Layoffs Loom As The New York Times Shrinks Its Newsroom Again
Less than two months after protracted contract negotiations came to a close between the New York Times Company (NYSE: NYT) and the Newspaper Guild, the nation’s newspaper of record is looking to make some difficult cuts.
Jill Abramson, executive editor of the Times, sent a letter to the paper’s staff requesting buyouts from 30 non-union newsroom managers, according to Christina Haughney, who posted the news Monday on the Times’ Media Decoder blog. Abramson stressed that the Times’ efforts so far to reduce newsroom expenses were not enough at a time when print advertising revenues continue to dry up at a troubling pace.
Should 30 employees not volunteer, the Times will enact layoffs.
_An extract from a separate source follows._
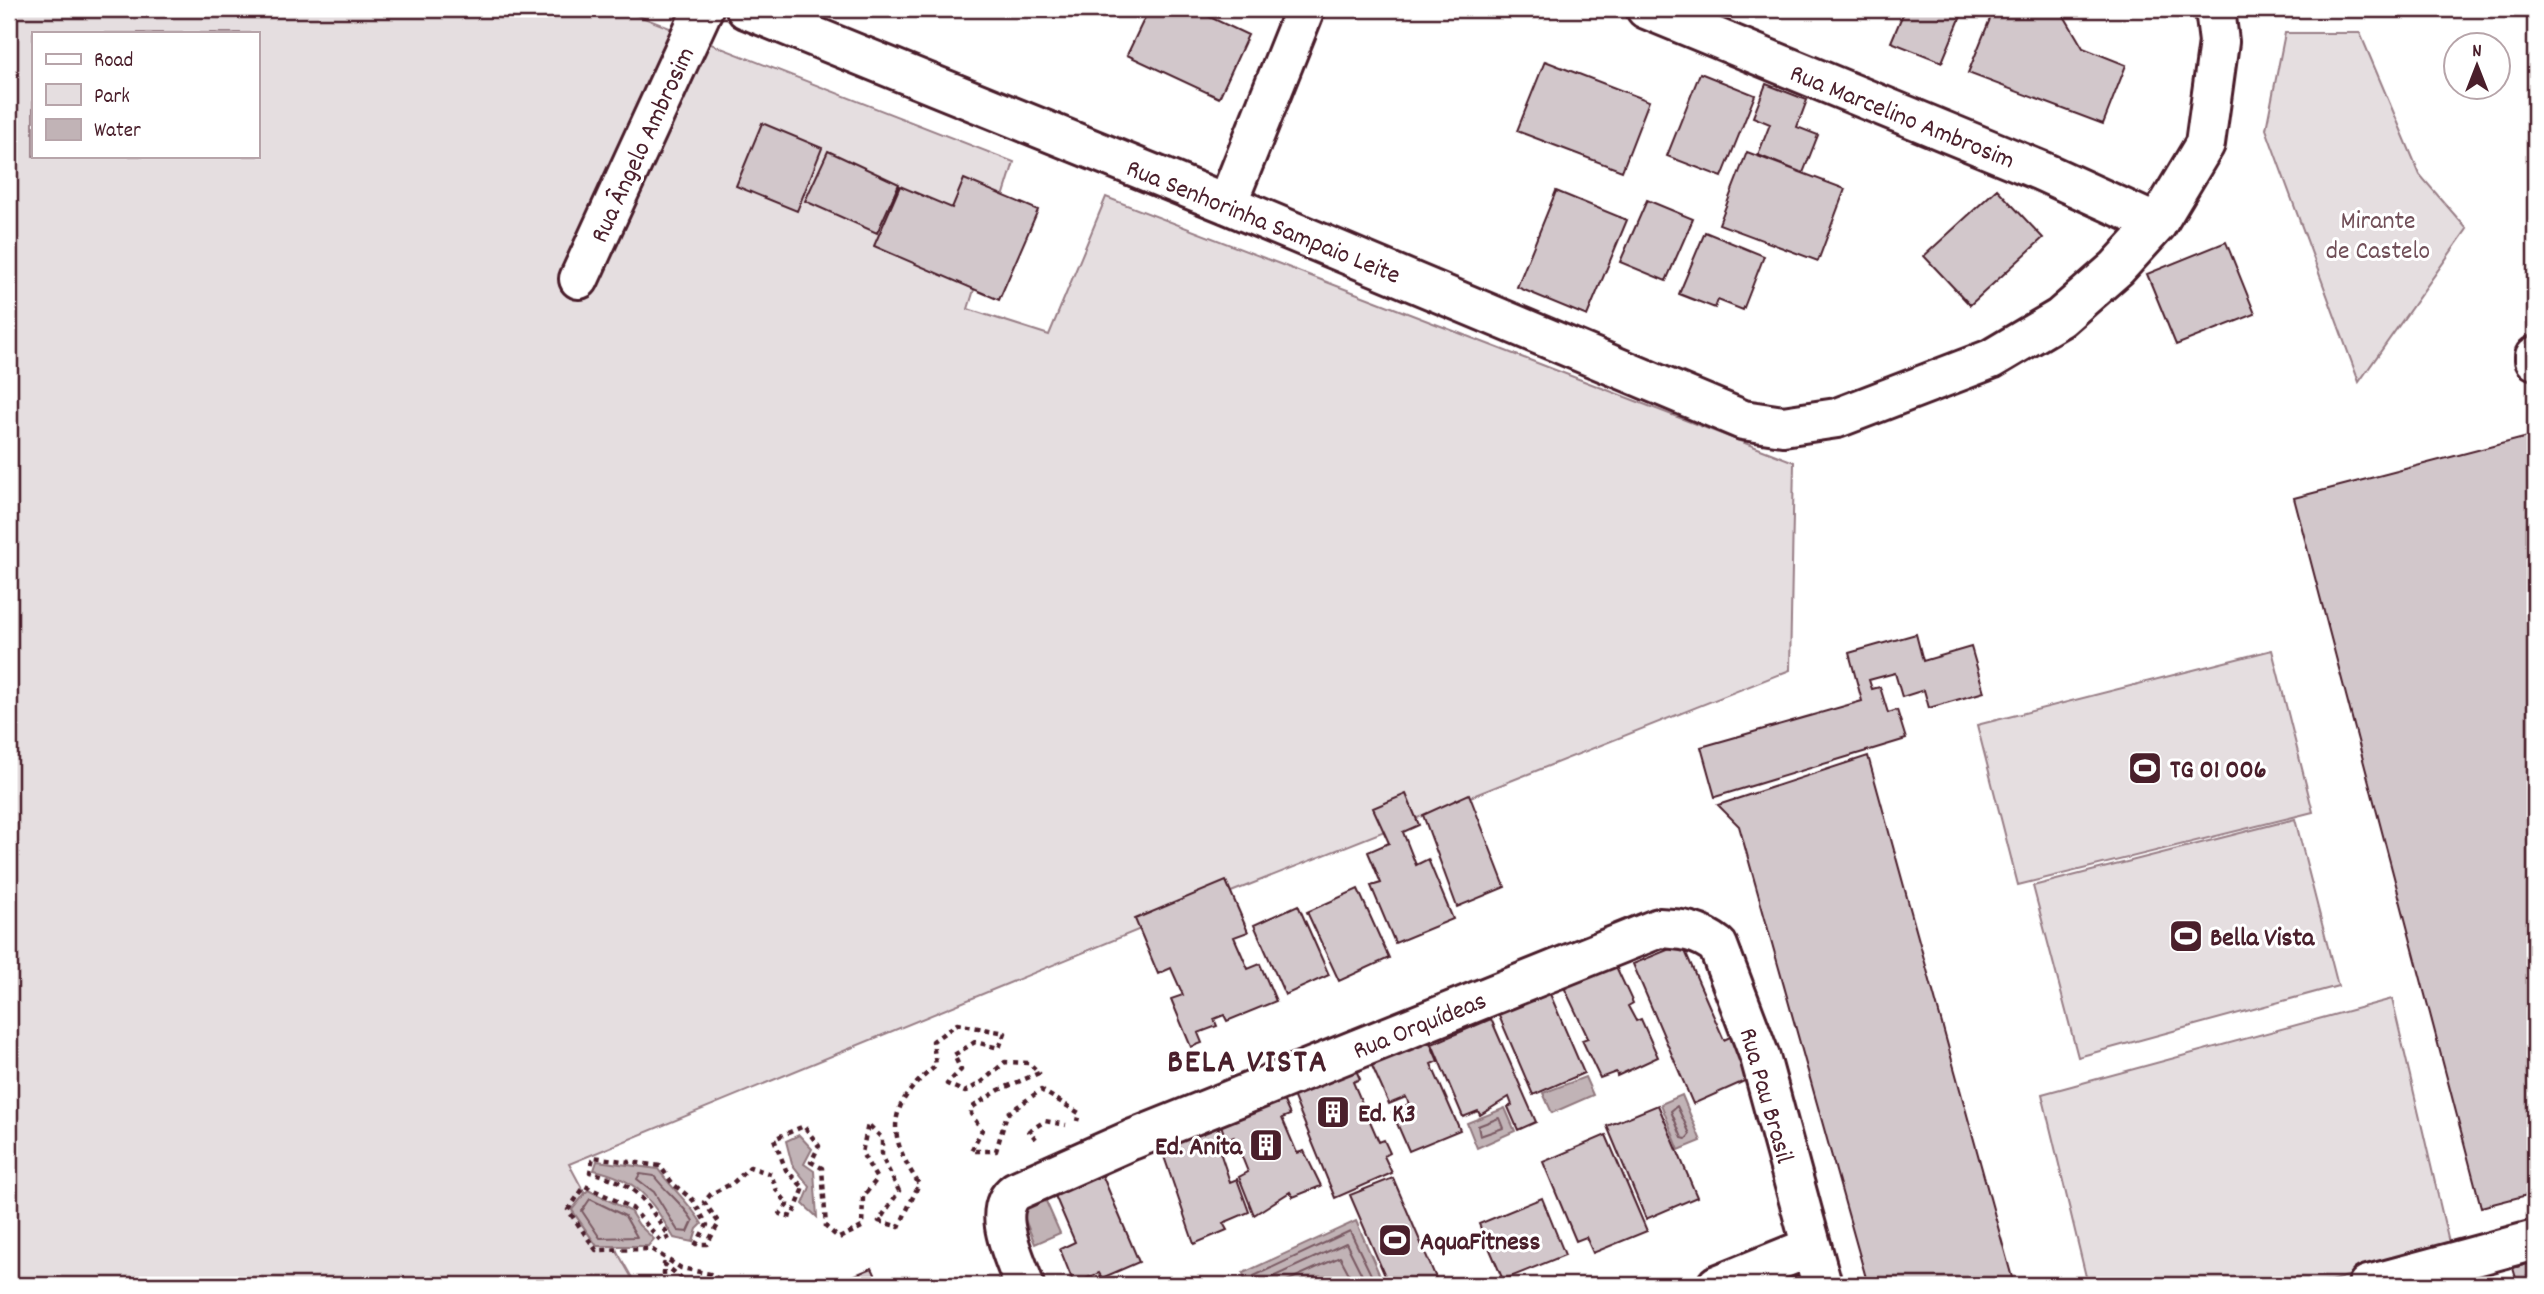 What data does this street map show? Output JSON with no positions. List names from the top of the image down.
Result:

Guild members are also being offered the chance to volunteer for the buyouts, but they will not be forced to take them.
“There is no getting around the hard news that the size of the newsroom staff must be reduced,” Abramson wrote. “I hope the needed savings can be achieved through voluntary buyouts, but if not, I will be forced to go to layoffs among the excluded staff.”
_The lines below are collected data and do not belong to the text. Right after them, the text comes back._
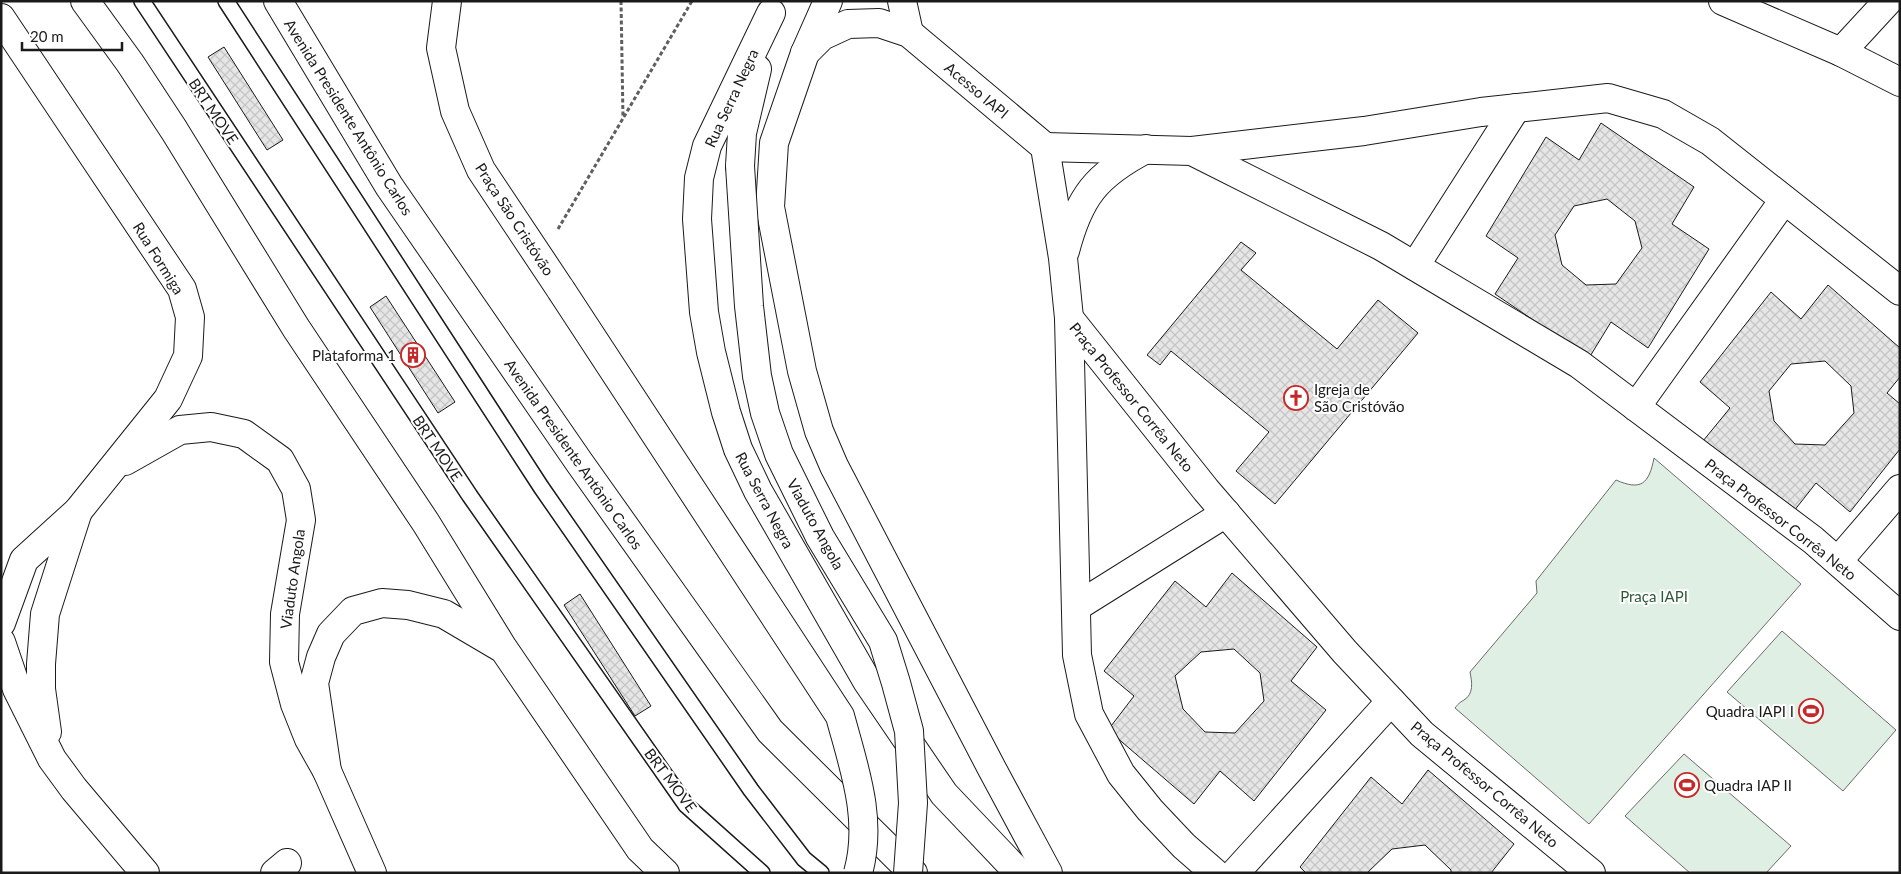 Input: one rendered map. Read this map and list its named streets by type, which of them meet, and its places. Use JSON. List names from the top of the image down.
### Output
{
  "streets": {
    "main road": [
      "Acesso IAPI",
      "Rua Serra Negra",
      "Avenida Presidente Antônio Carlos",
      "Praça São Cristóvão",
      "Rua Formiga",
      "Praça Professor Corrêa Neto",
      "Viaduto Angola"
    ],
    "lane": ["BRT MOVE"]
  },
  "crossings": [
    ["Acesso IAPI", "Praça Professor Corrêa Neto"],
    ["Rua Formiga", "Viaduto Angola"]
  ],
  "parks": ["Praça IAPI"],
  "places": {
    "building": ["Plataforma 1"],
    "church": ["Igreja de São Cristóvão"],
    "sports": ["Quadra IAPI I", "Quadra IAP II"]
  },
  "scale_bar": "20 m"
}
The economic downturn coupled with the migration of readers from print to the Internet has been devastating for the Times Co., which also owns the Boston Globe and the International Herald Tribune. The paywall enacted on NYTimes.com in 2011 has been, by most measures, a success. Defying predictions by naysayers who said the paper risked eroding its audience and walling itself into irrelevance, the Times Co. publications have managed to rack up some 566,000 paying digital subscribers since the paywall went up. For the last quarter, paid subscriptions helped the company make $234.9 million in circulation revenue, up 7 percent from $218.6 million.
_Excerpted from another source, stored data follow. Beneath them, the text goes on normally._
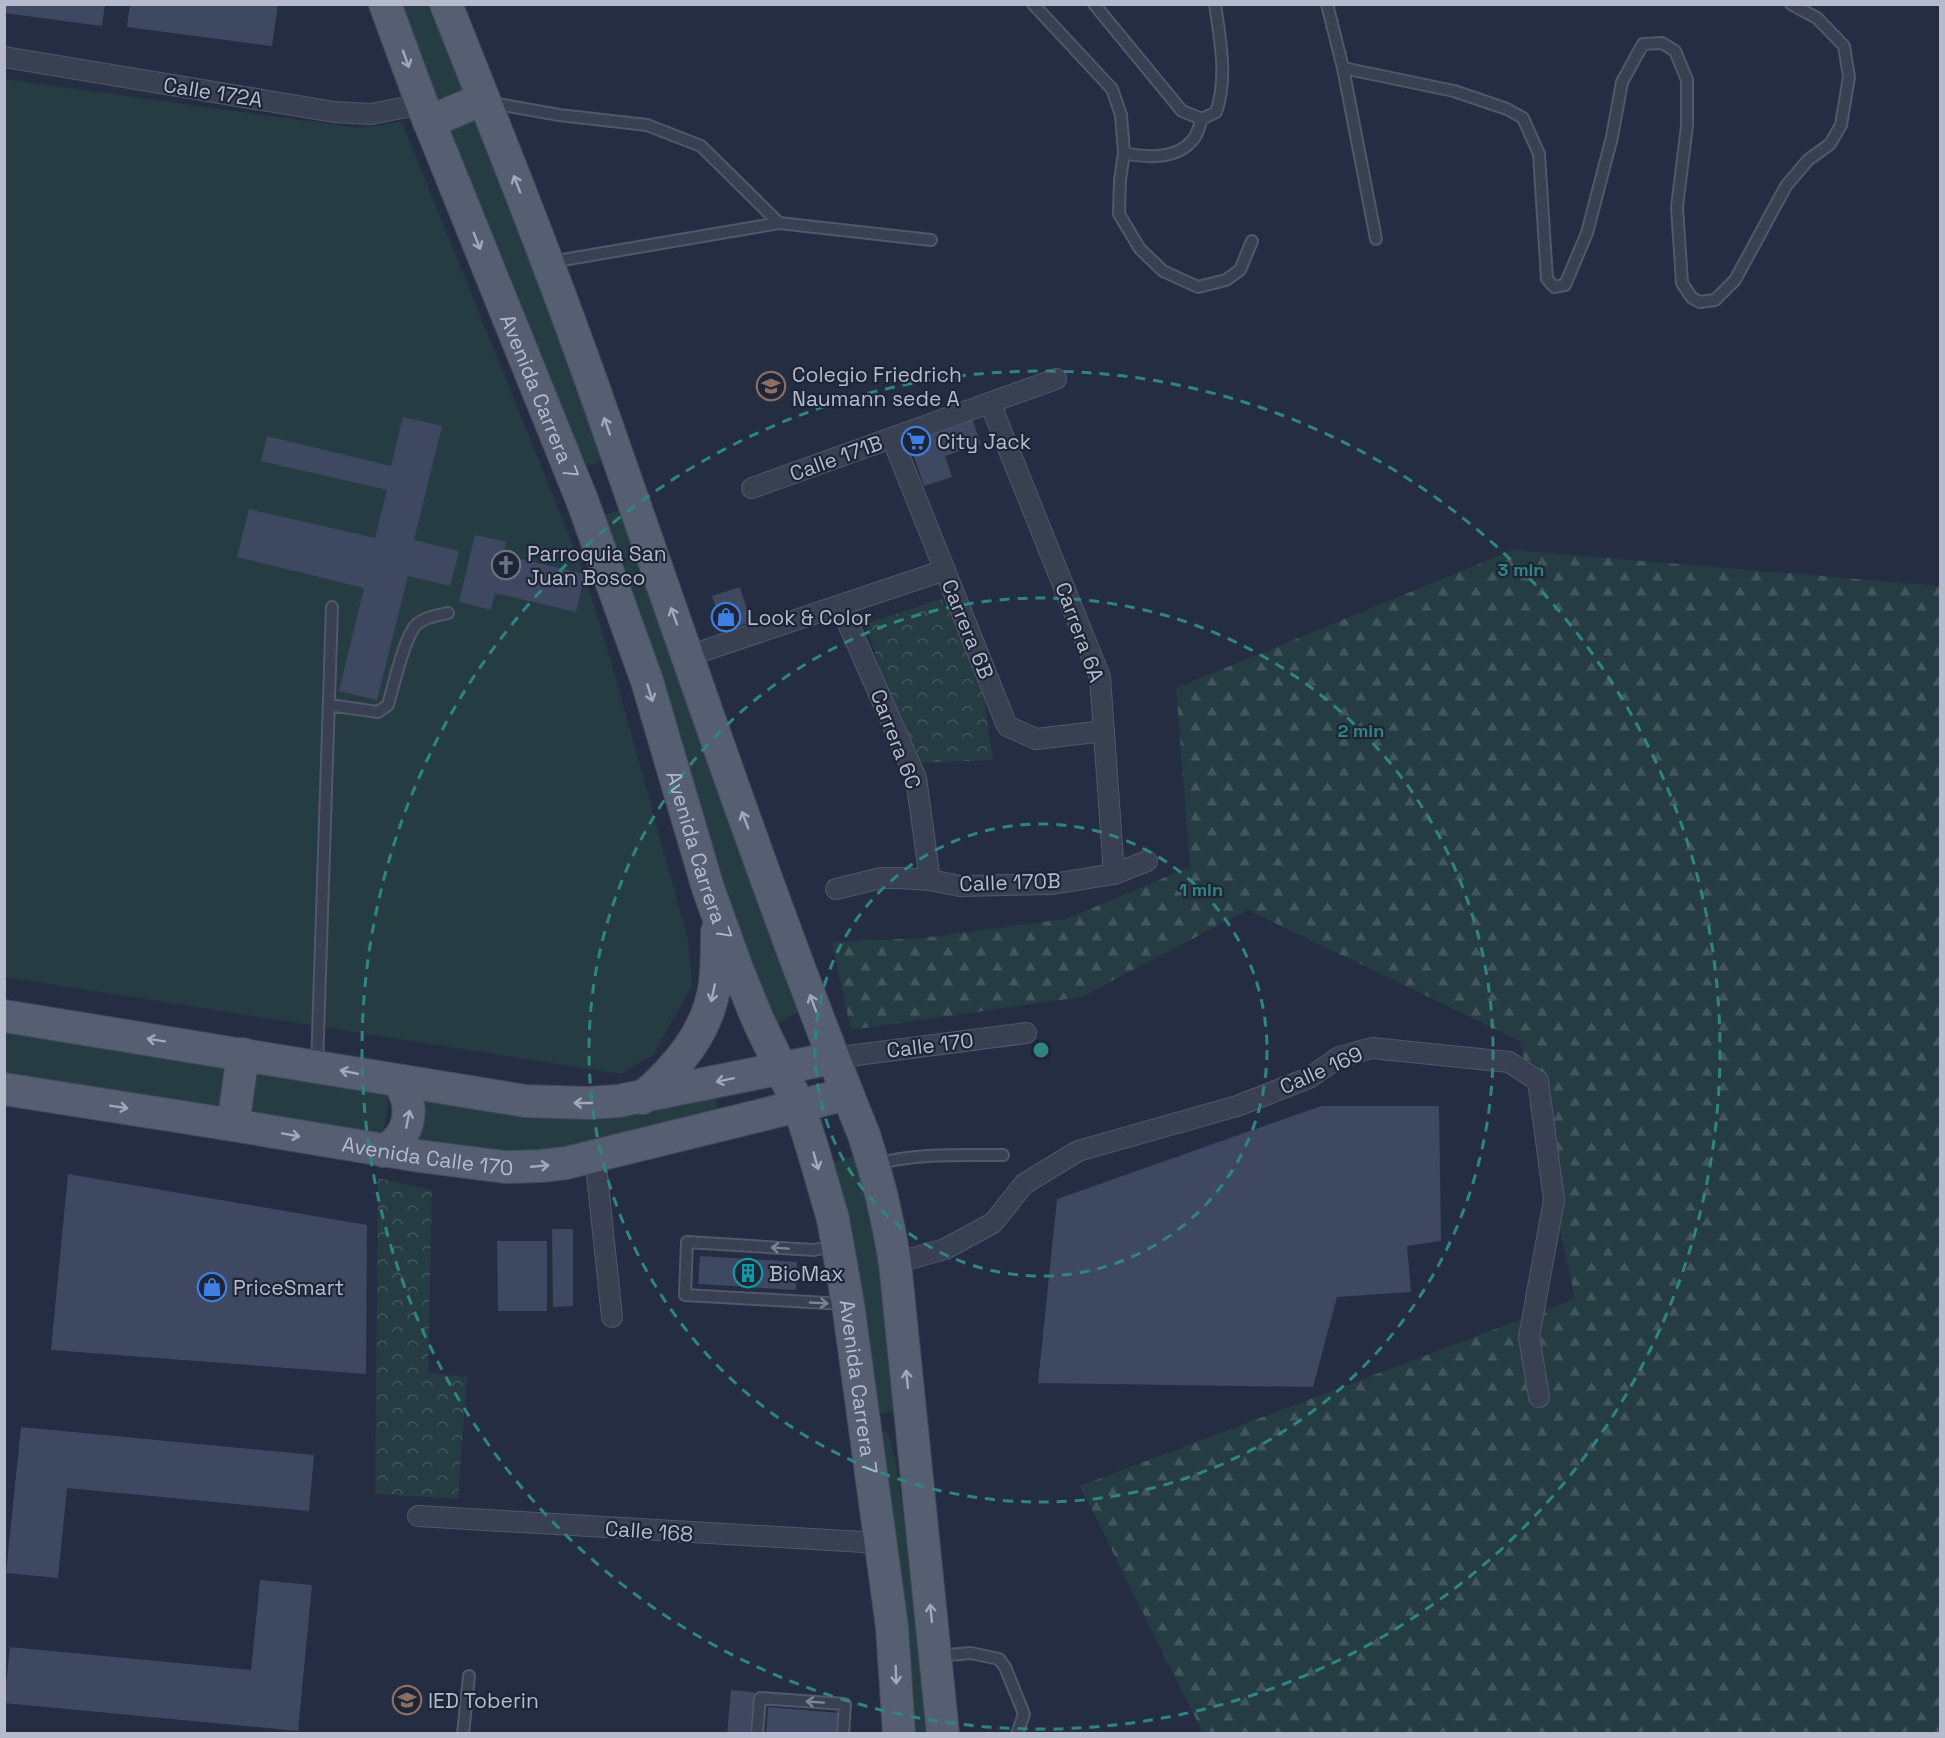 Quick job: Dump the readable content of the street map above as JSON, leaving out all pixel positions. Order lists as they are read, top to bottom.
{
  "streets": {
    "main road": ["Avenida Carrera 7", "Avenida Calle 170"],
    "street": [
      "Calle 172A",
      "Calle 171B",
      "Carrera 6B",
      "Carrera 6A",
      "Carrera 6C",
      "Calle 170B",
      "Calle 170",
      "Calle 169",
      "Calle 168"
    ]
  },
  "crossings": [
    ["Calle 172A", "Avenida Carrera 7"],
    ["Avenida Carrera 7", "Avenida Calle 170"],
    ["Avenida Carrera 7", "Calle 168"],
    ["Calle 171B", "Carrera 6B"],
    ["Calle 171B", "Carrera 6A"],
    ["Carrera 6B", "Carrera 6A"],
    ["Carrera 6A", "Calle 170B"],
    ["Carrera 6C", "Calle 170B"]
  ],
  "places": {
    "school or university": ["Colegio Friedrich Naumann sede A", "IED Toberin"],
    "supermarket": ["City Jack"],
    "church": ["Parroquia San Juan Bosco"],
    "shop": ["Look & Color", "PriceSmart"],
    "building": ["BioMax"]
  },
  "rings": ["3 min", "2 min", "1 min"]
}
However, that boost was not enough to offset the continuing freefall of print advertising revenue, which declined 10.9 percent for the last quarter following an 8 percent decline for the quarter before.
In a memo to staffers, posted Monday on the Observer, Times publisher Arthur Sulzberger Jr. said other options had been exhausted and staff reductions are necessary if the Times wants to continue its role as a global leader of news and information. “These are financially challenging times,” he wrote. “While our digital subscription plan has been highly successful, the advertising climate remains volatile and we don’t see this changing in the near future.”
The Times, like all newspaper companies, is still adjusting to a new reality in which large newsrooms and costly reporting simply cannot be supported by digital revenues alone. According to figures from the U.S. Labor Department, newspaper industry employment has declined by 40 percent in the last decade. In April, research firm IBISWorld ranked newspaper publishing No. 5 on the list of the country’s fastest-dying industries.
The Times has struggled to defy that trend, beefing up its digital staff in recent years in an effort to remain competitive in the frenzied world of online news. According to Abramson, the Times has a newsroom of about 1,150 employees, roughly the same as what it had in 2003. Now 30 of those employees will face the choice of either accepting a buyout or being laid off.
The Times Co. has trimmed its newsroom no fewer than four times in the last five years. The largest came in 2008 and 2009, when the company announced it would have to lay off 100 newsroom employees each time.
The latest round of layoffs follows 21 months of precarious labor negotiations between the Times management and the Newspaper Guild, which represents union members of the newsroom. On Nov. 13, guild members overwhelmingly approved a new labor contract in a vote of 521 to 64.